The extracellular matrix (ECM) is abnormal in breast tumors and has been reported to contribute to breast tumor progression. One factor, which may drive ongoing matrix synthesis in breast tumors, is the loss of stromal caveolin-1 (cav-1), a scaffolding protein of caveolae, which has been linked to breast tumor aggressiveness. To determine whether loss of cav-1 results in the abnormal expression of matrix proteins, mammary glands from cav- 1-/- and cav- 1 +/+ mice were investigated for differences in expression of several ECM proteins. In addition, the presence of myofibroblasts, changes in the vessel density, and differences in duct number and size were assessed in the mammary glands of both animal models. Using immunohistochemistry, expression of fibronectin, tenascin-C, collagens and αSMA were significantly increased in the mammary glands of cav-1-/- mice. Second harmonic generation revealed more organized collagen fibers in cav-1 -/- glands and supported immunohistochemical analyses of increased collagen abundance in the glands of cav-1 -/- mice. Analysis of the ductal structure demonstrated a significant increase in the number of proliferating ducts in addition to significant increases in the duct circumference and area in cav-1 -/- glands compared to cav- 1 +/+ glands. Differences in microvessel density weren’t apparent between the animal models. In summary, we found that the loss of cav-1 resulted in increased ECM and α-SMA protein expression in murine mammary glands. Furthermore, we found that an abnormal ductal architecture accompanied the loss of cav-1. These data support a role for cav-1 in maintaining mammary gland structure.

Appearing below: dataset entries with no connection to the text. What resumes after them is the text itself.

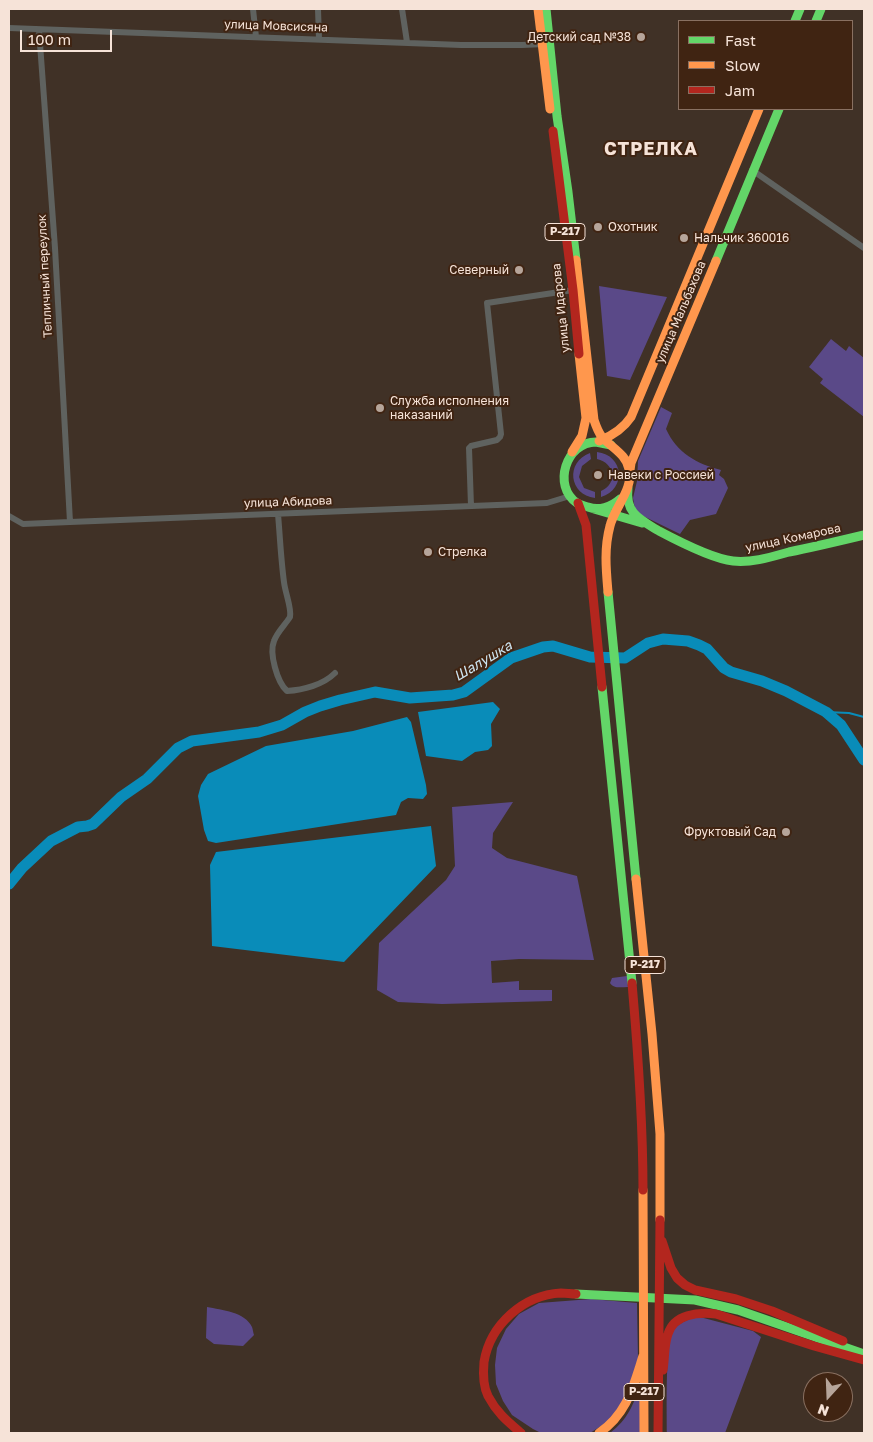 <!DOCTYPE html>
<meta charset="utf-8">
<style>
body{margin:0}
#map{position:relative;width:873px;height:1442px;overflow:hidden;background:#403126;font-family:"Golos Text",sans-serif}
canvas{display:block}
.frame{position:absolute;inset:0;border:10px solid #f6e3d8;pointer-events:none}
.legend{position:absolute;left:678px;top:20px;width:175px;height:90px;box-sizing:border-box;background:#402412;border:1px solid #897061;margin:0;padding:6px 9px;list-style:none;font-size:15px;color:#f6e3d8}
.legend li{display:flex;align-items:center;gap:10px;height:25px}
.legend b{width:25px;border:1px solid #897061}
.north{position:absolute;left:803px;top:1372px;width:50px;height:50px;box-sizing:border-box;background:#402412;border:1px solid #897061;border-radius:50%;rotate:200deg;font-size:14px;font-weight:700;line-height:20px;text-align:center;color:#f6e3d8}
.north::after{content:'';display:block;margin:auto;width:18px;height:22px;background:#b6a59a;clip-path:polygon(50% 0,100% 100%,50% 72%,0 100%)}
.scale{position:absolute;left:20px;top:30px;width:92px;height:22px;box-sizing:border-box;border:2px solid #f6e3d8;border-top:0;padding-left:6px;font-size:15px;line-height:18px;white-space:nowrap;color:#f6e3d8;-webkit-text-stroke:4px #402412;paint-order:stroke}
</style>
<div id="map">
<canvas width="873" height="1442"></canvas>
<div class="frame"></div>
<ul class="legend">
<li><b style="height:6px;background:#63d668"></b>Fast</li>
<li><b style="height:6px;background:#ff974d"></b>Slow</li>
<li><b style="height:6px;background:#b3261e"></b>Jam</li>
</ul>
<div class="north">N</div>
<div class="scale">100 m</div>
</div>
<script>
const ctx = document.querySelector('canvas').getContext('2d');
ctx.lineJoin = 'round';
function paint(path, color) { ctx.fillStyle = color; ctx.fill(path, 'evenodd'); }
function trace(path, color, width, dash) { ctx.strokeStyle = color; ctx.lineWidth = width; ctx.lineCap = dash ? 'butt' : 'round'; ctx.setLineDash(dash || []); ctx.stroke(path); }
function label(font, color, halo, rows, align = 'center') {
  ctx.font = font + ' "Golos Text",sans-serif'; ctx.lineWidth = 4; ctx.setLineDash([]); ctx.textBaseline = 'middle'; ctx.strokeStyle = halo; ctx.fillStyle = color; for (const [text, x, y, turn = 0] of rows) {
    ctx.save(); ctx.translate(x, y); ctx.rotate((+turn || 0) * Math.PI / 180); ctx.textAlign = isNaN(turn) ? turn : align; if (halo) ctx.strokeText(text, 0, 0); ctx.fillText(text, 0, 0); ctx.restore();
  }
}
paint(new Path2D(`
 M599,286L667,297L630,380L607,376Z
 M831,339L846,351L849,346L864,358V417L820,383L823,379L809,367Z
 M661,407L672,413L666,429C677,453 697,464 721,470L719,475L724,479L728,488L716,514L690,520L680,534L639,514L635,509L633,498L637,481L638,461Z
 M597,452C624,455 627,489 601,497V491C618,484 615,463 597,459Z
 M590,453L591,459L582,466L579,477L584,488L595,492V498C569,495 565,462 590,453Z
 M513,802L493,833L492,848L507,858L577,876L594,960L519,959L491,961L492,983L519,981V990H552V1001L442,1004L398,1002L377,990L379,943L446,880L455,866L452,807Z
 M627,976L628,987C621,987 614,989 610,983L612,978Z
 M591,1299L637,1303L638,1359L624,1403L609,1421L590,1433H541L533,1429L512,1415L503,1401L496,1384L495,1365L497,1348L506,1329L519,1314L539,1303Z
 M207,1307C222,1310 245,1312 252,1327C253,1330 253,1332 254,1335L243,1346L214,1344L206,1338Z
 M696,1316L753,1331L761,1337L725,1433H667C667,1414 665,1344 673,1331C678,1323 688,1320 696,1316Z
 M641,1384L640,1433H610C628,1419 633,1405 641,1384Z`), '#5a4988');
paint(new Path2D(`
 M493,702L500,709L491,724L492,746L488,750L475,752L462,761L426,756L418,712Z
 M407,717L411,722L426,785L427,794L423,799L408,798L401,802L396,815L216,843L208,841L204,830L198,796L201,785L208,774L266,746L353,731Z
 M431,826L436,866L344,962L212,946L210,865L216,852Z`), '#098cb9');
trace(new Path2D(`
 M826,712L849,713L864,717`), '#098cb9', 2);
trace(new Path2D(`
 M9,884L22,868L51,841L78,827L87,826L93,824L121,797L147,779L178,748L192,741L259,732L282,725L305,712L320,706L340,700L375,692L410,698L453,695L464,692L511,658L543,647L553,646L590,657L625,658L648,643L663,639L688,641L699,645L707,649L724,668L731,672L762,681L786,691L826,712L841,725L864,760`), '#098cb9', 11);
trace(new Path2D(`
 M253,9L256,37
 M318,9L319,39
 M402,9L407,42
 M9,28L461,45H522L545,44
 M39,30L55,248L70,522
 M752,170L864,248
 M471,506L469,448L471,446L497,440L500,437L501,434L487,303L573,290
 M278,514C280,537 281,560 284,582C285,592 292,609 290,617C285,625 277,632 274,641C269,653 277,682 287,691C303,690 323,685 335,673
 M9,516L23,524L70,522L547,503L570,496`), '#5f625f', 6);
trace(new Path2D(`
 M546,9L557,116L568,192L576,260
 M795,21L800,9
 M816,21L821,9
 M716,261L779,109
 M611,445C606,444 601,443 596,442C566,442 552,486 577,503C580,505 584,506 588,507C599,511 611,507 620,499
 M628,488C625,513 639,519 659,531C676,540 714,559 733,561C752,563 771,557 789,552C814,547 839,541 864,535
 M594,509L642,523
 M608,592L636,879
 M602,687L632,983
 M576,1294L695,1300L738,1310L864,1354`), '#63d668', 9);
trace(new Path2D(`
 M538,9L550,109
 M576,260L594,420C596,426 598,432 602,437C612,448 626,454 629,469C634,489 614,508 610,526C604,548 606,569 608,592
 M599,441C612,436 623,429 631,417L759,109
 M572,452L582,436L586,418L579,354
 M630,470L631,463L716,261
 M636,879L652,1034L660,1134V1220
 M643,1190L644,1433
 M599,1433C627,1414 633,1387 643,1356`), '#ff974d', 9);
trace(new Path2D(`
 M553,131L573,290L579,354
 M578,503L586,525L602,687
 M632,983C638,1052 643,1121 643,1190
 M662,1241L671,1268L677,1278L685,1285L695,1290L736,1299L772,1311L843,1341
 M663,1370C665,1358 664,1345 668,1334C674,1314 698,1312 716,1314L814,1346L864,1360
 M521,1433C507,1421 497,1413 488,1396C483,1386 483,1373 484,1362C490,1325 523,1295 561,1293C566,1293 571,1294 576,1294
 M658,1433L660,1220`), '#b3261e', 9);
for (const [x, y, r, color] of [
 [641,37,5,"#b6a59a"],
 [598,227,5,"#b6a59a"],
 [684,238,5,"#b6a59a"],
 [519,270,5,"#b6a59a"],
 [380,408,5,"#b6a59a"],
 [598,475,5,"#b6a59a"],
 [428,552,5,"#b6a59a"],
 [786,832,5,"#b6a59a"]
]) { const dot = new Path2D(); dot.arc(x, y, r, 0, 2 * Math.PI); ctx.fillStyle = color; ctx.fill(dot); trace(dot, '#402412', 2); }
for (const [x, y, w] of [
 [565,232,40],
 [645,965,40],
 [644,1392,40]
]) { const box = new Path2D(); box.roundRect(x - w / 2, y - 8.5, w, 17, 4); ctx.fillStyle = '#402412'; ctx.fill(box); trace(box, '#f6e3d8', 1); }
label('bold 11px', '#f6e3d8', null, [
 ["Р-217",565,232],
 ["Р-217",645,965],
 ["Р-217",644,1392]
]);
label('12px', '#f6e3d8', '#402412', [
 ["улица Мовсисяна",276,26,2],
 ["Тепличный переулок",45,276,-93],
 ["улица Идарова",561,308,-96],
 ["улица Мальбахова",681,312,-67],
 ["улица Абидова",288,502,-2],
 ["улица Комарова",793,538,-12]
]);
label('12px', '#f6e3d8', '#402412', [
 ["Детский сад №38",631,37,"right"],
 ["Охотник",608,227],
 ["Нальчик 360016",694,238],
 ["Северный",509,270,"right"],
 ["Служба исполнения",390,401],
 ["наказаний",390,415],
 ["Навеки с Россией",608,475],
 ["Стрелка",438,552],
 ["Фруктовый Сад",776,832,"right"]
], 'left');
label('italic 14px', '#cee6f3', '#402412', [
 ["Шалушка",483,661,-31]
]);
ctx.letterSpacing = '1px';
label('bold 18px', '#f6e3d8', '#402412', [
 ["СТРЕЛКА",651,149]
]);
ctx.letterSpacing = '0px';
</script>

细胞外基质（extracellular matrix, ECM）在乳腺肿瘤中存在异常，且已有研究证实其可推动乳腺肿瘤的进展。可能驱动乳腺肿瘤中基质持续合成的一个关键因素，是间质窖蛋白-1（stromal caveolin-1, cav-1）的缺失——该蛋白是细胞质膜微囊（caveolae）的支架蛋白，既往研究已将其与乳腺肿瘤侵袭性关联起来。为明确cav-1缺失是否会引发基质蛋白的异常表达，研究人员对cav-1基因敲除（cav-1-/-）与野生型（cav-1+/+）小鼠的乳腺组织展开分析，检测多种ECM蛋白的表达差异。此外，还对两种小鼠模型的乳腺组织中的肌成纤维细胞分布、血管密度变化以及导管数量与大小的差异进行了评估。通过免疫组织化学检测发现，cav-1-/-小鼠的乳腺组织中，纤连蛋白、肌腱蛋白-C、胶原蛋白以及α平滑肌肌动蛋白（αSMA）的表达水平显著升高。二次谐波成像结果显示，cav-1-/-小鼠的乳腺组织内胶原纤维排列更为规整，这一结果佐证了免疫组化分析中该组小鼠乳腺胶原蛋白丰度上升的结论。对导管结构的分析表明，与cav-1+/+小鼠相比，cav-1-/-小鼠的增殖性导管数量显著增加，同时导管的周长与面积也均出现明显增大。两种动物模型的微血管密度未观察到显著差异。综上，本研究证实cav-1缺失会导致小鼠乳腺组织中ECM及α-SMA蛋白表达上调。此外，cav-1缺失还会伴随导管结构的异常。上述数据支持cav-1在维持乳腺组织结构完整性中发挥作用的结论。